As has been the case almost all year, the Chicago real estate market continued to show signs of weak sales in September. But I still believe that the market is fundamentally strong for the same reasons I’ve been pointing out in previous blog posts.
Chicago home sales fell by 7.2% from last September, which is at the higher end of the year over year declines we’ve seen so far this year but still better than the huge drop in August. When the Illinois Association of Realtors releases their version of the numbers in 2 weeks they will show a 8.9% drop, as their numbers always look worse than mine. A decline of this magnitude was pretty much already in the cards during August given some of the other indicators and this is probably not the last of the declines this year.
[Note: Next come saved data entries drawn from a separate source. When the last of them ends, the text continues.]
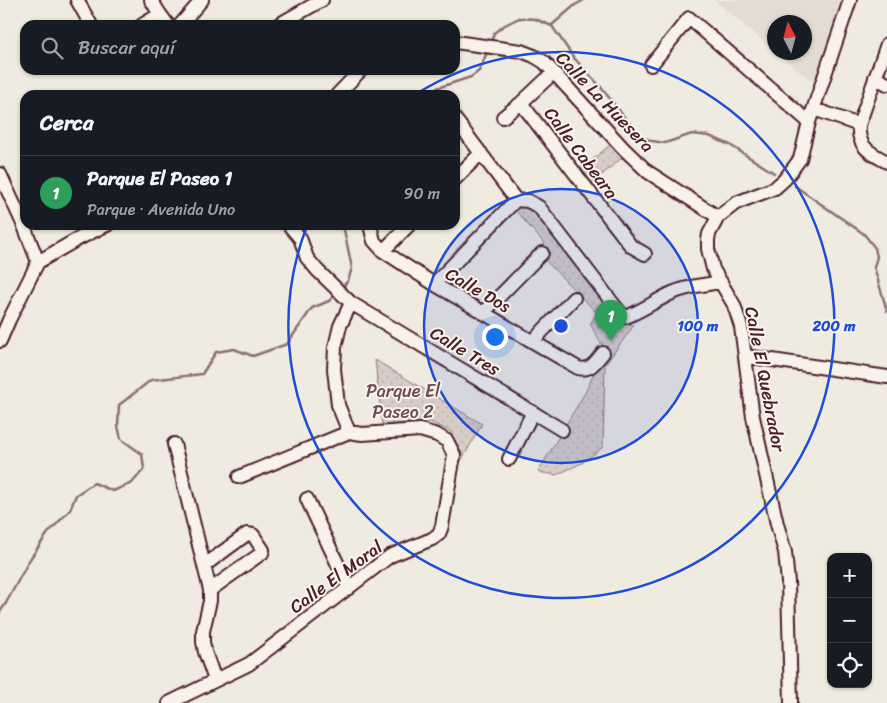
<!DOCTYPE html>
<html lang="es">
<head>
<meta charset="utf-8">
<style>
  body { margin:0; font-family:Sriracha,sans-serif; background:#242831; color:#f1f3f6 }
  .controls { position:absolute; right:15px; bottom:15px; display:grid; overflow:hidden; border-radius:10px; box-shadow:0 1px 4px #0004 }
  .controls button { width:45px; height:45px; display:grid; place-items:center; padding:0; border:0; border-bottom:1px solid #363941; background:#171b24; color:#f1f3f6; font:25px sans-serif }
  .compass { position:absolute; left:767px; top:15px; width:45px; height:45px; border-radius:50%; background:#171b24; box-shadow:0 1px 4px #0004; rotate:354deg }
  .you { position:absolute; left:494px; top:336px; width:18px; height:18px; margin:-12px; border:4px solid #fff; border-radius:50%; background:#1a73e8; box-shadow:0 0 0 8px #1a73e833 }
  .badge { display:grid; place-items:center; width:32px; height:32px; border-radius:50%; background:#8c9099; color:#fff; font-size:16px; font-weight:700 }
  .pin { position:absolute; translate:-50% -41px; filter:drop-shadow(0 1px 2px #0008) }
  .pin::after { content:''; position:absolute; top:26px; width:18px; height:15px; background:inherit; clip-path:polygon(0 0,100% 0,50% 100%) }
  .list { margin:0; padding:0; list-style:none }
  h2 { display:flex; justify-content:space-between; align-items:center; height:65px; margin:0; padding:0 20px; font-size:21px }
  h2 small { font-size:16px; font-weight:400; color:#9ea1a6 }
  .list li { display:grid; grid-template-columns:32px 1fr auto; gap:15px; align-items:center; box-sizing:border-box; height:75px; padding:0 20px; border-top:1px solid #363941 }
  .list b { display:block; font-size:19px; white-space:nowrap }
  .list p { margin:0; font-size:16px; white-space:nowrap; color:#9ea1a6 }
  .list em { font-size:16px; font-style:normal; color:#9ea1a6 }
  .icon { flex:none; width:28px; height:28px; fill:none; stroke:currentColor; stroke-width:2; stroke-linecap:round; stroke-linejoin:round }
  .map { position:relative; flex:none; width:887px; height:703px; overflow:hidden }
  .search { position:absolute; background:#171b24; box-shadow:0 1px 4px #0004; left:20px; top:20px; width:440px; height:55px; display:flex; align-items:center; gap:12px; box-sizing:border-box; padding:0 18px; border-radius:15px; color:#9ea1a6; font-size:19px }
  .panel { position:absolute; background:#171b24; box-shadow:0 1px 4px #0004; left:20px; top:90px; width:440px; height:140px; border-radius:15px }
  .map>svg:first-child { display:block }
  .built { fill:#e3dcd2 }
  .park { fill:url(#park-dots); stroke:#917678 }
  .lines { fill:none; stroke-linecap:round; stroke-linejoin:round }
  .stream { stroke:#8b6f72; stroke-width:2.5 }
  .minor-casing { stroke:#4a1f2b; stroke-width:16 }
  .minor { stroke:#f7f3e8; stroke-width:12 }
  .ring { fill:none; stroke:#1d4ed8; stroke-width:2.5 }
  .labels { text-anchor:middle; stroke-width:4; stroke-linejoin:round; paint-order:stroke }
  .street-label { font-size:18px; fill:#4a1f2b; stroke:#f7f3e8 }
  .park-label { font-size:18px; fill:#6e4a52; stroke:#f7f3e8 }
  .centre { fill:#1d4ed8; stroke:#f7f3e8; stroke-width:2.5 }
  .ring-label { font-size:15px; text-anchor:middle; font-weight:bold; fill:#1d4ed8; stroke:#f7f3e8; stroke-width:4; stroke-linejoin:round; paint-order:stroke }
</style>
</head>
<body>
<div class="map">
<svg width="887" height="703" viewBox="0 0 887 703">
  <defs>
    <pattern id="park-dots" width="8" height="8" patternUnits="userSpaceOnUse" patternTransform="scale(1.25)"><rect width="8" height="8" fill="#d8cdc6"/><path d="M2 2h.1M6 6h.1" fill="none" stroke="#bbb0aa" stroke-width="1.8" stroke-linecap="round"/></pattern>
  </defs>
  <rect width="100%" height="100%" fill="#f0ebe0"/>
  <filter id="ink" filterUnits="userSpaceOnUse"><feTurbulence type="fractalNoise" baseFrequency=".02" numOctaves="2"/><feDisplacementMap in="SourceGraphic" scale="10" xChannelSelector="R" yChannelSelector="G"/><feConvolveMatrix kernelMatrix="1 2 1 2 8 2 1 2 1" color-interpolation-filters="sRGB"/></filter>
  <g filter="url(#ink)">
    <path class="built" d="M714,0H845L815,84L777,53L804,52V22H774V50Z"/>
    <path class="park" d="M610,145L623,157L590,185L579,171Z
      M520,205L533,208L622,322L634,325L605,365L603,447L582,463L556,475L538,472L586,391L595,371L608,356L590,324L597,313L537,252L545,244L515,210Z
      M375,360L482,424L459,465L457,444L450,431L430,422L382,425Z"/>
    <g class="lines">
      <path class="stream" d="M552,25L575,5L584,0
        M552,26L574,58L600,86L639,136L652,141L665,143L692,134L709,136L730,145L774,173
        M491,42L494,33L503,26L519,18L535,19L552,26
        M423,95L434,89L471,77L479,71L488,50
        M795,186L864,234L875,248L877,257L874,267L887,311
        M342,287L348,281L352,268L343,225
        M0,612L6,603L30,559L48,533L70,510L76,495L94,483L113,491L132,483L144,469L142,454L121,439L118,426L119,405L151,380L202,374L216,352L234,349L253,356L287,344L312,308L329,301L337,293"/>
      <defs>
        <path id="minor" d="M77,0L91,25
          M151,0L160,14
          M142,25L160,14L168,25
          M180,25L202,0
          M278,25L322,0
          M455,42L521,51L534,56L544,62L624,149L648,172L718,217
          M651,65L689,18L809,122
          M553,73L521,103L631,246L645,254
          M875,77L887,84
          M337,95L361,70
          M814,109L859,125C857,147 870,153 887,162
          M503,117L521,103
          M455,119L516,200L528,201L539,207L621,314L626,317C641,311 654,302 668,295C683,287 703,285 721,282
          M859,125L887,44
          M0,174L24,226L38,262
          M455,179L481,153
          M370,225L374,241L383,251L434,284L578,368C590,372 596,361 603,353
          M383,251L409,225
          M434,284L516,200
          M351,303L562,430
          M483,313L542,253
          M0,341L9,320L38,262L76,240L102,227L107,225
          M533,341L574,298
          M745,356L887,377
          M174,444L210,590V601L203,631V642L205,652L215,680
          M509,459L533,412
          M239,477L349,432
          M307,499L349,588
          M205,565L247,534L253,535L263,550L262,553L210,590
          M169,703L249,664L390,556L432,539L439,534L442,526L454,455L447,441L437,435L420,430L362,434L349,432L338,405L334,369L335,347L340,326L351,303L317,270L307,258L300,238L289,225
          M791,703L788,582L785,552L777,524L753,417L741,327L734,305L713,269L708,249V240L709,234L718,217L736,203L775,188L785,179L800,159L809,122L850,0"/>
      </defs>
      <use href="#minor" class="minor-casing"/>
      <use href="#minor" class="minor"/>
    </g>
  </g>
  <circle cx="561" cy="326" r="137" fill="#1d4ed8" fill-opacity=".12"/>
  <g class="ring">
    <circle cx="561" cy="326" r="137"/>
    <path d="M416 94A273 273 0 1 1 307 226"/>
  </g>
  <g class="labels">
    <g class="street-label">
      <text transform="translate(605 102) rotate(46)" y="6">Calle La Huesera</text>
      <text transform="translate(581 153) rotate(53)" y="6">Calle Cabeara</text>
      <text transform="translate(478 290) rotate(30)" y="6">Calle Dos</text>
      <text transform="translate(465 351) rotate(31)" y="6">Calle Tres</text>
      <text transform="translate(765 379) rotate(79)" y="6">Calle El Quebrador</text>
      <text transform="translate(336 577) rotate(-36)" y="6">Calle El Moral</text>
    </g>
    <g class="park-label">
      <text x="403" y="397">Parque El<tspan x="403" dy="21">Paseo 2</tspan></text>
    </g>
  </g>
  <circle cx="561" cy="326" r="8" class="centre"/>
  <g class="ring-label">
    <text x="698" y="331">100 m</text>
    <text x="834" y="331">200 m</text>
  </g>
</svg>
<div class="controls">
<button>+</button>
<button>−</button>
<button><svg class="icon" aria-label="locate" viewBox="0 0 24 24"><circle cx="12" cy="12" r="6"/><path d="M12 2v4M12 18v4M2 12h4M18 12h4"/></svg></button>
</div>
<svg class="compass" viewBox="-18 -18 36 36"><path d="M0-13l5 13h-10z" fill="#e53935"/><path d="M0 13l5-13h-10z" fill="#9ea1a6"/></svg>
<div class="you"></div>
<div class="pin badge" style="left:611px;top:341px;background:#2e9e5b">1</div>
<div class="search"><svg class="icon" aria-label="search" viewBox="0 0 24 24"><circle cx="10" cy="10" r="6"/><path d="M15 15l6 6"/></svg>Buscar aquí</div>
<section class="panel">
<h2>Cerca<small></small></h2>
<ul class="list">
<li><span class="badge" style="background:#2e9e5b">1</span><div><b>Parque El Paseo 1</b><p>Parque · Avenida Uno</p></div><em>90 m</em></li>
</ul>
</section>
</div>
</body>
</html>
The graph below shows Chicago’s monthly home sales going back to 1997 with all the Septembers flagged in red and a blue moving average. With the recent declines you can see how the moving average has been drifting down. Yet 2014 consistently ranks as the second highest year of the last 7 and somewhat higher than 2001, before things really took off.
Chicago Home Contract Activity
Chicago’s contract activity gives us great visibility into what is likely to happen with future months’ sales by virtue of the fact that properties typically close 1 – 2 months after going under contract. The graph below shows that September contracts were actually up slightly – about 1.4% over last year, which is not really a significant amount. I wouldn’t count on that having much of a positive effect going forward in light of the fact that the blue moving average line below shows an overall downward trend.
Pending Home Sales
Another slightly positive indicator for future sales is the fact that pending home sales ticked up in September as you can see in the graph below, which is expressed in months of sales. However, at 1.8 months it’s still a pretty meager level compared to historic averages so there is not that great of a backlog of deals waiting to close.
Distressed Home Sales
This is probably the most telling graph in terms of what is going on with the Chicago real estate market. As I’ve pointed out on numerous occasions there just aren’t as many distressed properties for sale as there used to be and that’s what’s primarily driving the sales figures down. In fact, if we take out distressed properties sales of non-distressed properties was actually up 1.4%. On a percentage basis distressed sales hit another 6 year low of 18.8%.
So that’s one of the main reasons why I’m not that concerned that home sales continue to drop in Chicago.
BTW, the Illinois Association of Realtors will be sure to point out the 8.7% increase in median home prices over last year. But the fact that there are fewer distressed properties for sale as a percentage of the total pretty much explains why median prices are up and it’s really not worth focusing on.
Chicago Home Inventory
And the other factor boosting my confidence in the current Chicago real estate market is the fact that home inventories remain exceptionally low. The inventory of detached single family homes has been bouncing around 5 months supply for a while now, which is basically a historic low since 2008. The inventory of condos and townhomes has bounced up recently but at a 4.4 month supply it’s essentially still considered a seller’s market.
Chicago Home Sale Market Times
Here is the other indicator that the Chicago real estate market is still strong despite declining sales. The amount of time it takes homes that do sell to sell remains pretty much at historic lows. Detached single family homes hit a new low of 78 days and although the market time for condos and townhomes has recently ticked up it remains pretty close to the lows at 72 days. And condos and townhomes have been selling faster than detached single family homes for almost 2 years now.